As part of the acquisition of Aegerion, it was agreed, for certain Aegerion creditors who wished to restrict their percentage share interest in Amryt’s issued share capital, to issue to the relevant Aegerion creditor, as an alternative to Amryt’s ordinary shares, an equivalent number of new zero cost warrants to subscribe for Amryt’s ordinary shares to be constituted on the terms of the zero cost warrant. As at December 31, 2021, no zero cost warrants were remaining.

During the three-month period and year ended December 31, 2021, the Group incurred no additional acquisition and restructuring related costs relating to external legal fees, advisory fees, due diligence costs and severance costs related to the acquisition of Aegerion (December 31, 2020: US$12,000 and US$1,017,000, respectively). 

*Contingent Value Rights*
Related to the Aegerion acquisition, Amryt issued Contingent Value Rights (‘‘CVRs’’) pursuant to which up to US$85,000,000 may become payable to Amryt’s shareholders and optionholders, who were on the register prior to the completion of the acquisition on September 20, 2019, if certain approval and revenue milestones are met in relation Oleogel-S10, Amryt’s lead product candidate. If any such milestone is achieved, Amryt may elect to pay the holders of CVRs by the issue of Amryt shares or loan notes. If Amryt elects to issue Loan Notes to holders of CVRs, it will settle such loan notes in cash 120 days after their issue. If none of the milestones are achieved, scheme shareholders and optionholders will not receive any additional consideration under the terms of the CVRs.

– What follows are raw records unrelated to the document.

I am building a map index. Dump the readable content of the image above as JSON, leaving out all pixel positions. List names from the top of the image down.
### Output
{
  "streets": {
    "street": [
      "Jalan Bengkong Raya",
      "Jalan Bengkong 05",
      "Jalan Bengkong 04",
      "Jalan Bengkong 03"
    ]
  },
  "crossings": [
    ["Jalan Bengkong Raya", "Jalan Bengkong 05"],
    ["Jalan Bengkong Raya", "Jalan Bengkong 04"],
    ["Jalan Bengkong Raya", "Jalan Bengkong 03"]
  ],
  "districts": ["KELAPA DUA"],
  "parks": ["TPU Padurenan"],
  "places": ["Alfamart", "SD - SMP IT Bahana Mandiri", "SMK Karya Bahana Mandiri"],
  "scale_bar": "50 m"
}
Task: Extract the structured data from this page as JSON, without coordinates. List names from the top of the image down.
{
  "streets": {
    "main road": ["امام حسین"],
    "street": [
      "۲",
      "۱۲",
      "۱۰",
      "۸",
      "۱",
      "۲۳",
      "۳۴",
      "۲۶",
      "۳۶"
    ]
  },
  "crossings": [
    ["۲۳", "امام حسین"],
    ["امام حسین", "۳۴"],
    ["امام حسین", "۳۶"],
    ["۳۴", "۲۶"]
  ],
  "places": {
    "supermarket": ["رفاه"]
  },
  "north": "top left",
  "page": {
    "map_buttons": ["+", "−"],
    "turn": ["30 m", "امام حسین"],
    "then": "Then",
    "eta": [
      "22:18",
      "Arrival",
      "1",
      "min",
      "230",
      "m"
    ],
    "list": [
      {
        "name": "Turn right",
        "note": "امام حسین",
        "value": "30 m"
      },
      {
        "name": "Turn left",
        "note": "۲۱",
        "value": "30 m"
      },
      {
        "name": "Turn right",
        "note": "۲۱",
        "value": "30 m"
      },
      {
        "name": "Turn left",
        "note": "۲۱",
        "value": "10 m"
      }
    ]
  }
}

In these circumstances, the value of each CVR would be zero.

The terms of the CVRs are as follows:

·  The total CVR payable is up to US$85,000,000

· This is divided into three milestones which are related to the success of Oleogel-S10 (the Group’s lead development asset)

·  FDA approval

·  US$35,000,000 upon FDA approval
·  100% of the amount due if approval is obtained before December 31, 2021, with a sliding scale on a linear basis to zero if before July 1, 2022

·  EMA approval

·  US$15,000,000 upon EMA approval
·  100% of the amount due if approval is obtained before December 31, 2021, with a sliding scale on a linear basis to zero if before July 1, 2022

·  Revenue targets

·  US$35,000,000 upon Oleogel-S10 revenues exceeding US$75,000,000 in any 12-month period prior to June 30, 2024

·  Payment can at the Board’s discretion be in the form of either:

·  120-day loan notes (effectively cash), or
·  Shares valued using the 30 day / 45-day VWAP.

The CVRs were contingent on the successful completion of the acquisition and, accordingly, have been based on fair value as at September 24, 2019. The CVRs have been classified as a financial liability in the Condensed Consolidated Statement of Financial Position. Given that CVRs were issued to legacy Amryt shareholders in their capacity as owners of the identified acquirer as opposed to the seller in the transaction, management concluded that the most appropriate classification would be to recognize the CVR as a distribution on consolidation instead of goodwill.

*Measurement of CVRs*
As at December 31, 2021, the carrying value of the CVRs was US$18,734,000 (December 31, 2020: US$61,417,000). The value of the potential payout was calculated using the probability-weighted expected returns method. Using this method, the potential payment amounts were multiplied by the probability of achievement and discounted to present value. The probability adjusted present values took into account published orphan drug research data and statistics which were adjusted by management to reflect the specific circumstances applicable to the type of product acquired in the Amryt GmbH transaction. The probability chance of success, based on management’s expertise and experience for orphan drugs and taking into account the unique circumstances applying to approval process of this product, was estimated at 60% in the year ended December 31, 2021 (2020: 89%). This estimate reflects the current facts and circumstances at the time of preparation of the unaudited Condensed Consolidated Financial Statements and may change for updated facts and circumstances up until the point in time of filing the Group’s audited annual Consolidated Financial Statements for the year ended December 31, 2021. Discount rates of 10% and 16.5%, as applicable, were used in the calculation of the present value of the estimated contractual cash flows for the year ended December 31, 2021, based on the applicable rates determined on the acquisition date. Management was required to make certain estimates and assumptions in relation to revenue forecasts, timing of revenues and probability of achievement of commercialization of Oleogel-S10. However, management notes that, due to issues outside their control (i.e. regulatory requirements and the commercial success of the product), the timing of when such revenue targets may occur may change. Such changes may have a material impact on the assessment of the expected cash flows of the CVRs. The impact of a 20% increase in the probability of success used would result in an increase to the fair value of US$6,245,000, whereas a decrease would have the opposite effect.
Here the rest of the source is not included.